WHAT IS REQUIRED =
Check each line of the entries below for the string "Illerkanal"; copy every line where it appears.

=======

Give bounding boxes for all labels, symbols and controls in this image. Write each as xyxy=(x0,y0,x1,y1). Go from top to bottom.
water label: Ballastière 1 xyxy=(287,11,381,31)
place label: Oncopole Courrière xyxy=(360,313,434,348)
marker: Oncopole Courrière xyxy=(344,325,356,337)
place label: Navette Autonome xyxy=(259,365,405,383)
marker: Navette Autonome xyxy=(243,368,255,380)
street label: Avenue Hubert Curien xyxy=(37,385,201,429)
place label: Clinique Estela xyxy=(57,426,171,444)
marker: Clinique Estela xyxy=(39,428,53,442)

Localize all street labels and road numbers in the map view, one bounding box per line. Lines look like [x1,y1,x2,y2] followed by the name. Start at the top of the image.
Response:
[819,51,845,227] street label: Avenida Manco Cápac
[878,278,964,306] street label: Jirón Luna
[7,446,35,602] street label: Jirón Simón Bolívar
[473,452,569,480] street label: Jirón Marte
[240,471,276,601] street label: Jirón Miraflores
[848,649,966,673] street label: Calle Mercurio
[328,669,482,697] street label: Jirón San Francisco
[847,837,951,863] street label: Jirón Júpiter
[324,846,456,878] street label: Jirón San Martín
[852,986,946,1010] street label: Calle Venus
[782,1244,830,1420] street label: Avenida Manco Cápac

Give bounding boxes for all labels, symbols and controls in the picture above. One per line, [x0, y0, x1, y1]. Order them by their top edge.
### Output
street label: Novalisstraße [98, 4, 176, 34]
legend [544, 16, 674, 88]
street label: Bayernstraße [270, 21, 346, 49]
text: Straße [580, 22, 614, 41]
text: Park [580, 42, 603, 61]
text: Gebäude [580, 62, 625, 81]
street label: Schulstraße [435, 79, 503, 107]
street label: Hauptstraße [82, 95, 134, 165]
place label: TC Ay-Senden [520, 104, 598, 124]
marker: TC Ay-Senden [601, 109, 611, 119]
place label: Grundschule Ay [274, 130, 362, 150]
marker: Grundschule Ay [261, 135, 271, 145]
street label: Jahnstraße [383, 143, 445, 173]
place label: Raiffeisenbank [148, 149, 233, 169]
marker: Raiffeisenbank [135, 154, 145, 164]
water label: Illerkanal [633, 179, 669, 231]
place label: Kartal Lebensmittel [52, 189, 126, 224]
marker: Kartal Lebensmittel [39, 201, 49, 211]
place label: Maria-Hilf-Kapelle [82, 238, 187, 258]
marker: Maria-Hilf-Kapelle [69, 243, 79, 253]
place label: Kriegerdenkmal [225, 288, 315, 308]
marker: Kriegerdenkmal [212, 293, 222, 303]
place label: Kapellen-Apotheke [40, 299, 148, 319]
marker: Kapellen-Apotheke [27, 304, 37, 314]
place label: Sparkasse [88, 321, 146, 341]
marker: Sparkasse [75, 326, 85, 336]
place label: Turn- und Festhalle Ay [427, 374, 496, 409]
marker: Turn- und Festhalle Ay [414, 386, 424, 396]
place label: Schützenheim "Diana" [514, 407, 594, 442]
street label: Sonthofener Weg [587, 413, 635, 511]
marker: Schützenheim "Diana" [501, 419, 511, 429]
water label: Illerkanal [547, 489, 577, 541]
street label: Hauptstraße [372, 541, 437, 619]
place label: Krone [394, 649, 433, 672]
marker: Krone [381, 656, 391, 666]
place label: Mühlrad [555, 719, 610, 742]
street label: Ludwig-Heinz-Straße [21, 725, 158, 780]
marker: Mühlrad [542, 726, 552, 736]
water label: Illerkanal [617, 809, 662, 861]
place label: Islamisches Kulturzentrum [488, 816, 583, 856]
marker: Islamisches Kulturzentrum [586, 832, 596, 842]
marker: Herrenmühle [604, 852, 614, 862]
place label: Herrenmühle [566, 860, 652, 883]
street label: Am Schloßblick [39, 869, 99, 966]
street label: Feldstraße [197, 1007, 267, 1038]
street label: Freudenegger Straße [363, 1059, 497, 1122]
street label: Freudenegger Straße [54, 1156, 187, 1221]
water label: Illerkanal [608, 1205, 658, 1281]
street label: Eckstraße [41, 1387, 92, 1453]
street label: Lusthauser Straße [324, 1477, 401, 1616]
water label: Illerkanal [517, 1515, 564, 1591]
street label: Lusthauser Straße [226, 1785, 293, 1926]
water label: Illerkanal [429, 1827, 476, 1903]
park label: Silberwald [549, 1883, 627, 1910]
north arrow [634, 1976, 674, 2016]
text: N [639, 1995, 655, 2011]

=======

RESPONSE =
water label: Illerkanal [633, 179, 669, 231]
water label: Illerkanal [547, 489, 577, 541]
water label: Illerkanal [617, 809, 662, 861]
water label: Illerkanal [608, 1205, 658, 1281]
water label: Illerkanal [517, 1515, 564, 1591]
water label: Illerkanal [429, 1827, 476, 1903]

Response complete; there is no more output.